Они наклонились вперёд, начали падать вверх, в небо, и его чувство направления вновь было напрочь потеряно. Непроглядная тьма и жуткий холод космоса сомкнулись вокруг них, а их падение длилось, возможно, тысячелетия, в то время как он, погрузившись в странные грёзы, прожил, должно быть, сотни тысяч невозможных жизней в чужих мирах. Каждый раз, когда он резко просыпался среди ночи, отрывая голову от подушки — если только такие вещи, как подушки, существовали в очередном мире, и если у очередного его воплощения были хоть сколь немного человекоподобные очертания или хотя бы голова — он судорожно размышлял о том, действительно ли он был тем, кем казался себе ещё не так давно, или же являлся инородной сущностью, вторгшейся в чужой разум; а может — что хуже всего — был лишь мелькнувшим в чьём-то сне сумасшедшим пятнышком, принявшим форму псевдофилософа, кувыркающегося в межзвёздных безднах.
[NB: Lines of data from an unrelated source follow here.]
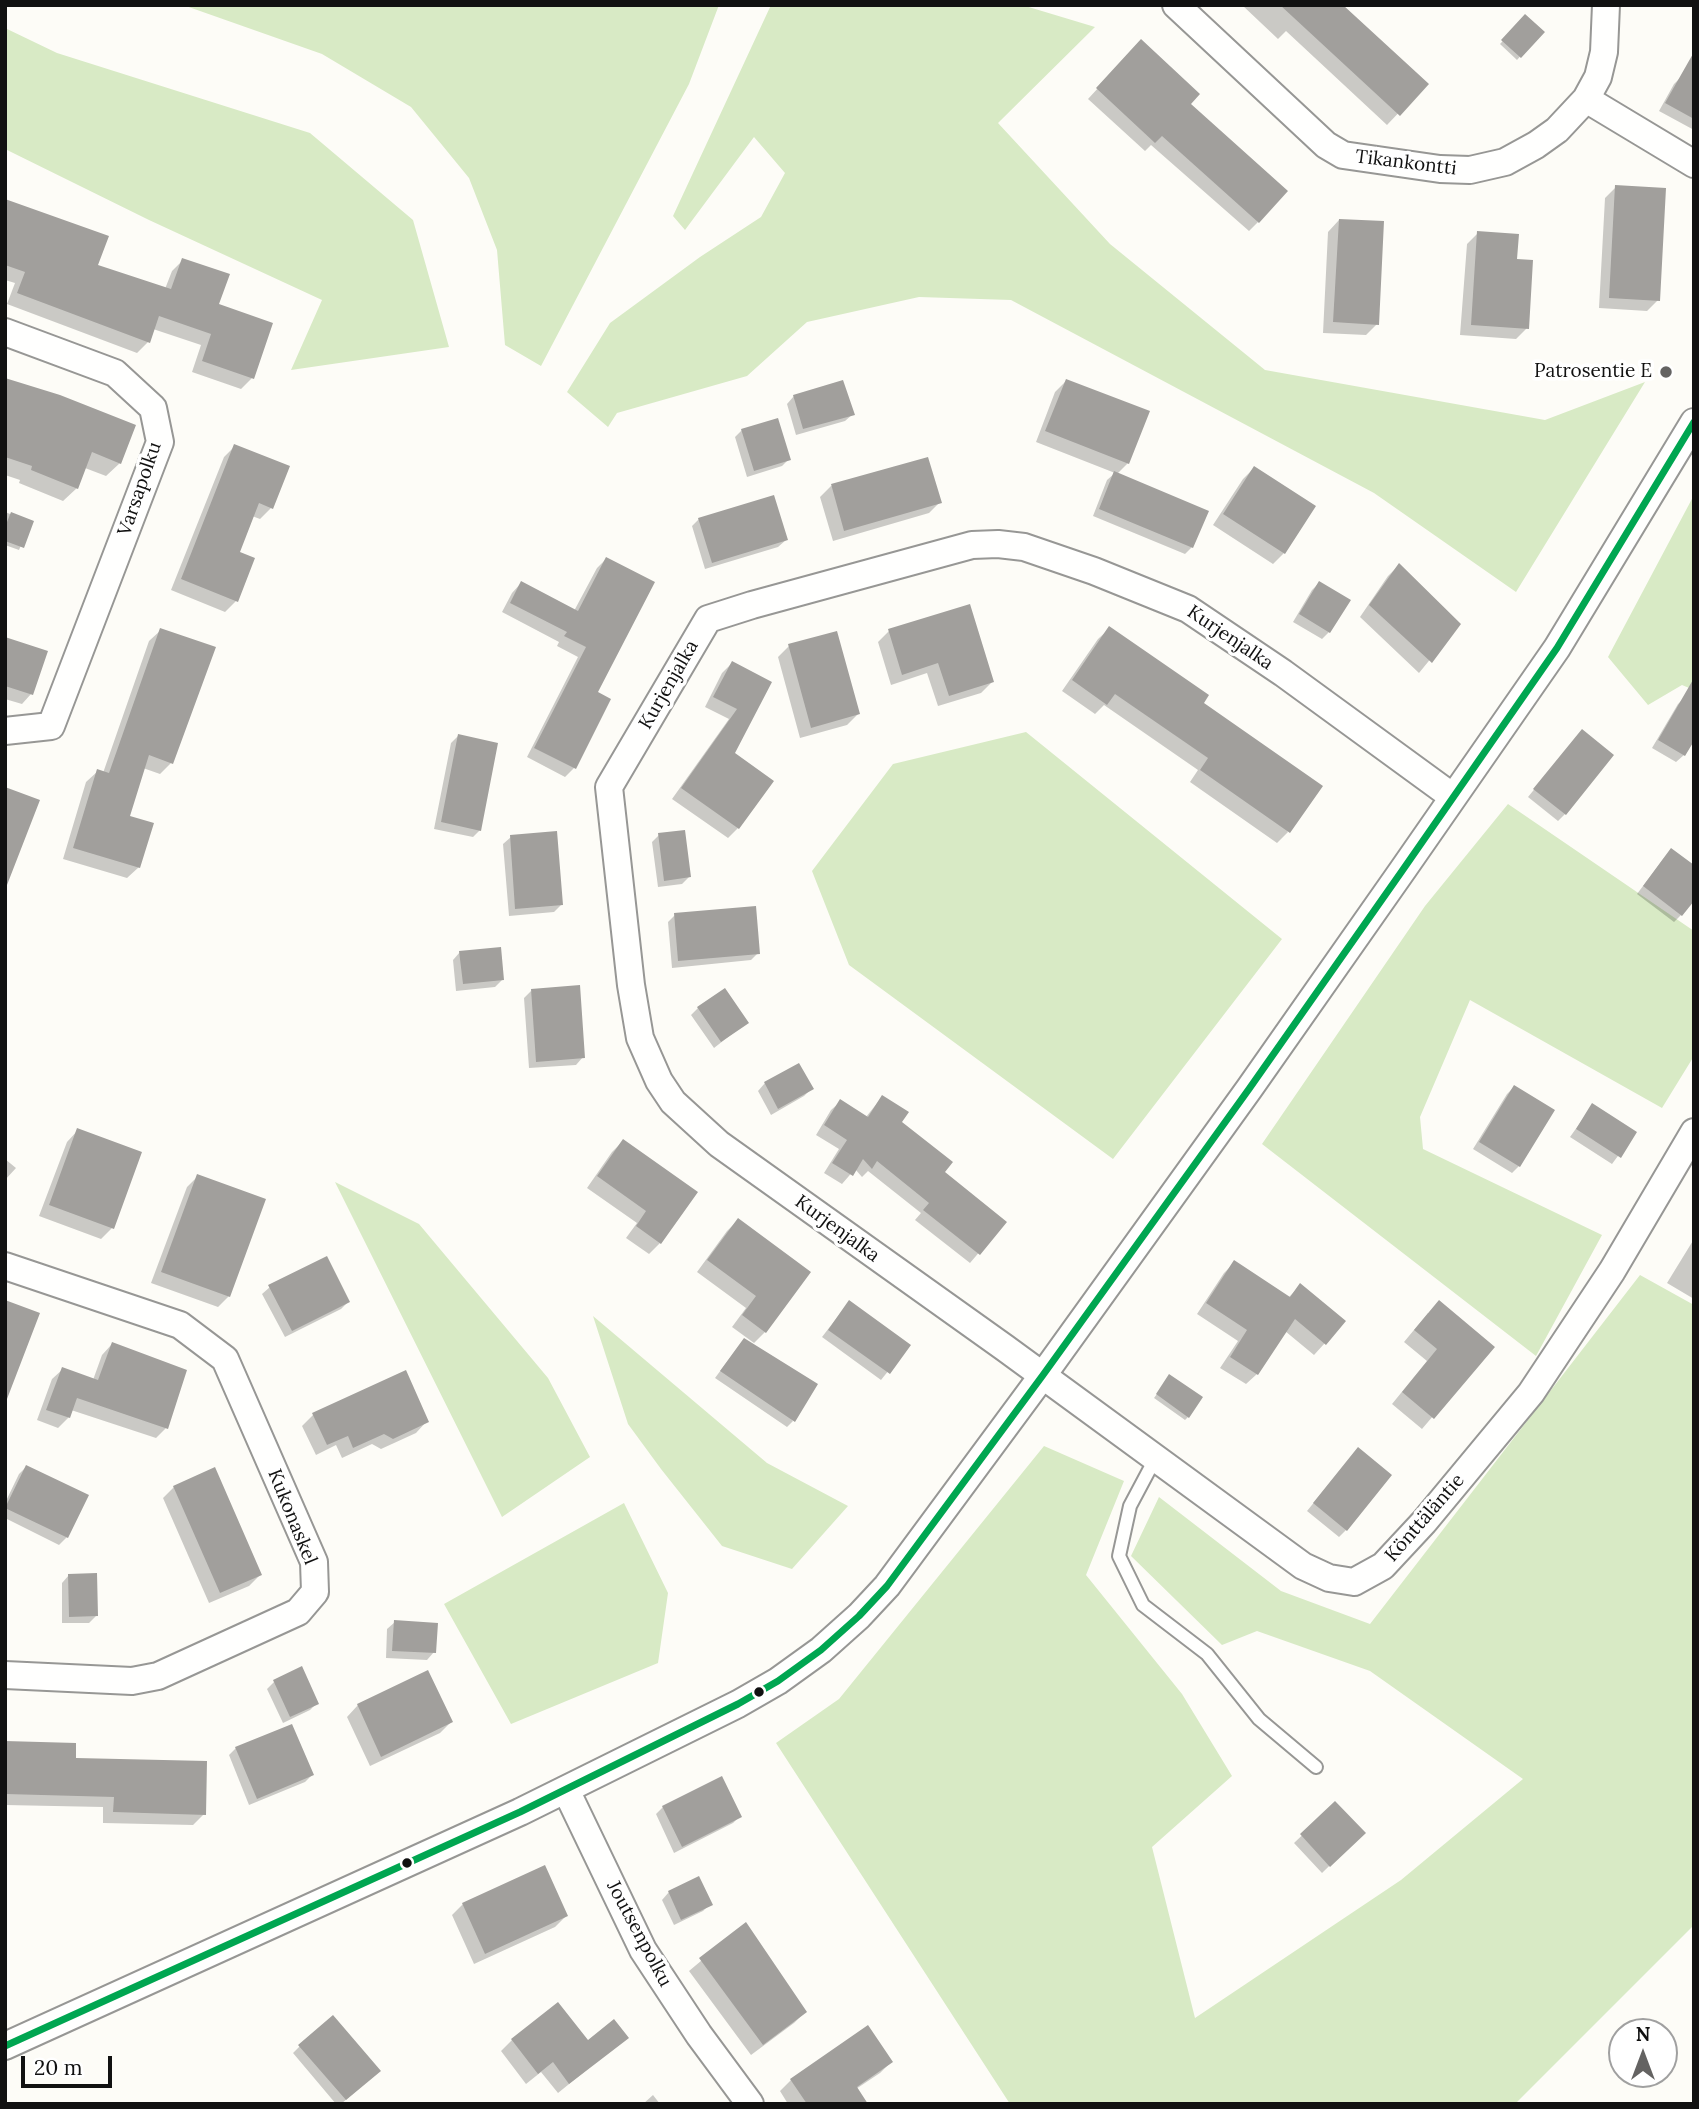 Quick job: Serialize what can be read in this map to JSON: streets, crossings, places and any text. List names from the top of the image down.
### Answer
{
  "streets": {
    "street": [
      "Tikankontti",
      "Varsapolku",
      "Kurjenjalka",
      "Kukonaskel",
      "Könttäläntie",
      "Joutsenpolku"
    ]
  },
  "crossings": [
    ["Kurjenjalka", "Könttäläntie"]
  ],
  "places": ["Patrosentie E"],
  "scale_bar": "20 m",
  "north": "top"
} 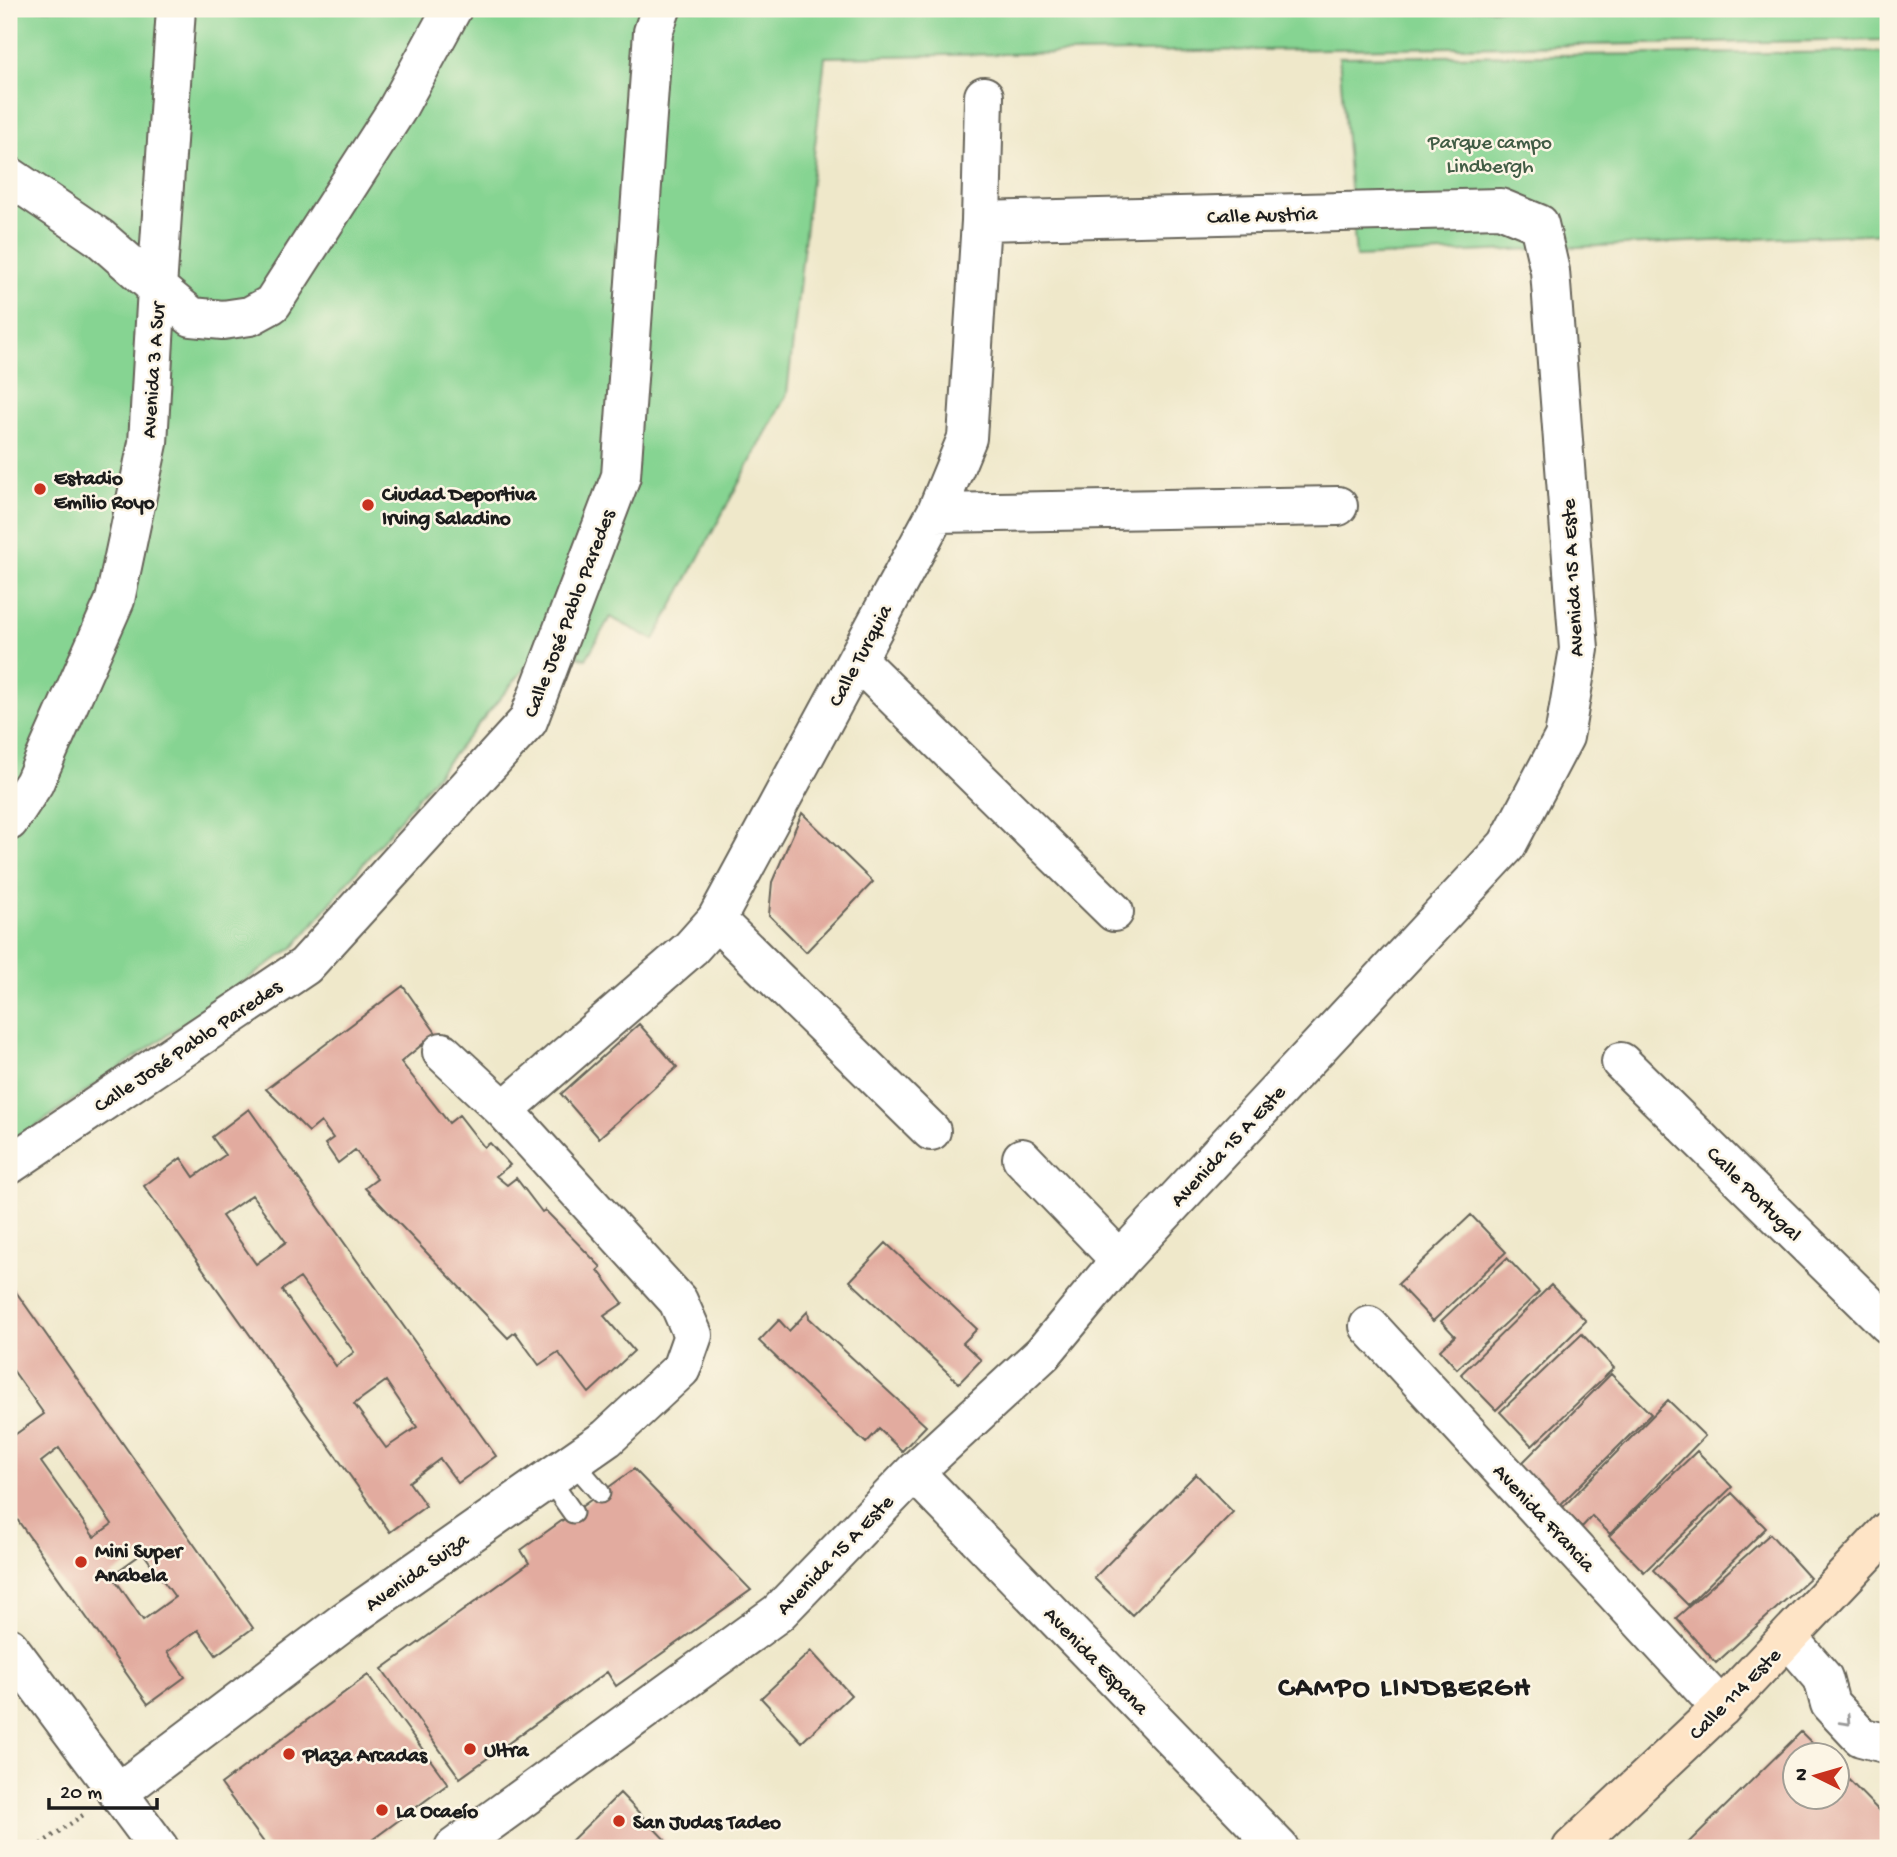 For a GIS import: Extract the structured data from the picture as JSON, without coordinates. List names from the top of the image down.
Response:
{
  "streets": {
    "street": [
      "Calle Austria",
      "Avenida 3 A Sur",
      "Avenida 15 A Este",
      "Calle José Pablo Paredes",
      "Calle Turquia",
      "Calle Portugal",
      "Avenida Francia",
      "Avenida Suiza",
      "Avenida Espana",
      "Calle 114 Este"
    ]
  },
  "crossings": [
    ["Calle Austria", "Avenida 15 A Este"],
    ["Calle Austria", "Calle Turquia"],
    ["Avenida 15 A Este", "Avenida Espana"],
    ["Calle Turquia", "Avenida Suiza"],
    ["Avenida Francia", "Calle 114 Este"]
  ],
  "districts": ["CAMPO LINDBERGH"],
  "parks": ["Parque campo Lindbergh"],
  "places": [
    "Estadio Emilio Royo",
    "Ciudad Deportiva Irving Saladino",
    "Mini Super Anabela",
    "Ultra",
    "Plaza Arcadas",
    "La Ocaeío",
    "San Judas Tadeo"
  ],
  "scale_bar": "20 m",
  "north": "left"
} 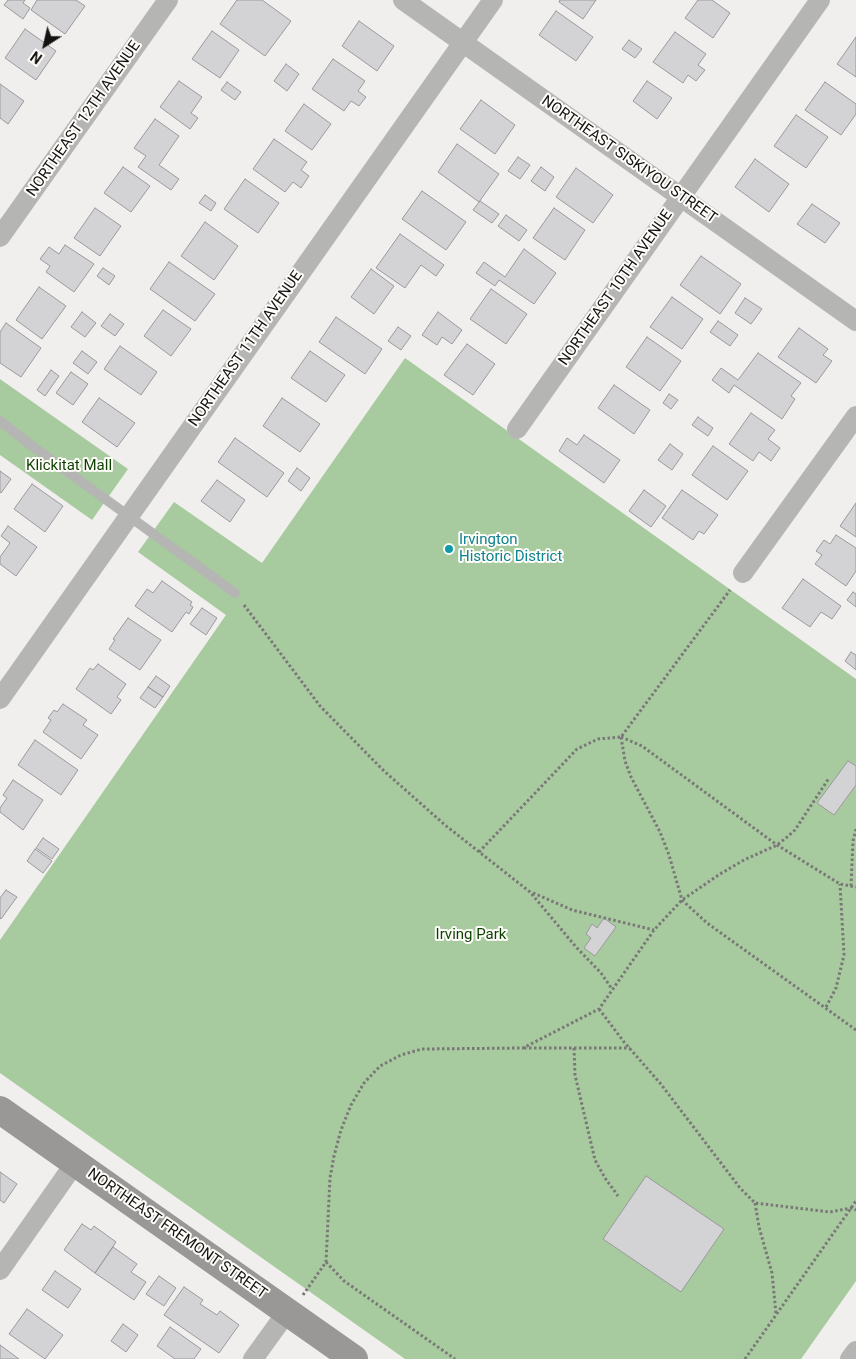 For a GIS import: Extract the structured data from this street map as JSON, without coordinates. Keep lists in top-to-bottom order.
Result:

Большинство существ, ставших его воплощением, немедленно отметали эти мысли как слишком абсурдные. Некоторые поспешили за советом к докторам и шаманам. Одно из существ, обитавших в мире, освещаемом тремя сапфироцветными солнцами, основало религию, зиждущуюся на видении Кувыркающегося Философа; впрочем, она так и не снискала успеха, хотя и послужила причиной разразившейся вскоре революции, принёсшей катастрофические разрушения. Иные сошли с ума. Иные наложили на себя руки.
Некоторое время Палифар Вуз и его спутник жили среди разумных, но крайне злобных грибов на чёрной планете Юггот. Они взмывали ввысь двумя световыми потоками, стремясь избежать гибели в плотоядных пламенных джунглях, покрывавших всю поверхность умирающей кроваво-красной звезды где-то на краю вселенной. Они вели долгую беседу с огромными существами, плывущими, подобно китам, во тьме за пределами последних солнц, подлинной внешней бездне, в которой их тела неизмеримой массы, раскинувшиеся на тысячи световых лет, были равноценны крохотной частице пылевого облака.
И, всё же, происходившее с ним могло оказаться лишь сном. Он пытался убедить себя в этом, когда достиг обители богов. Не только известные ему человекоподобные боги Земли пребывали там, но и бесчисленные божества иных миров, чудовищные создания, многообразие форм которых не могли постичь его ограниченные земные чувства. И хотя некоторые из них являлись наделёнными разумом газами, а иные существовали в большем количестве измерений, чем привычные три, он бродил меж ними как равный, ибо сам стал в какой-то степени богом для жителей расколотого войной мира, освещаемого светом трёх сапфироцветных солнц. Беседуя с каждым из богов, вплоть до самых непостижимых, он вскоре пришёл к прискорбному выводу: все их пришествия и исходы, все их распри и прелюбодеяния ничем не отличаются в своём величии от таковых у диких тварей из джунглей за стенами Коммориома.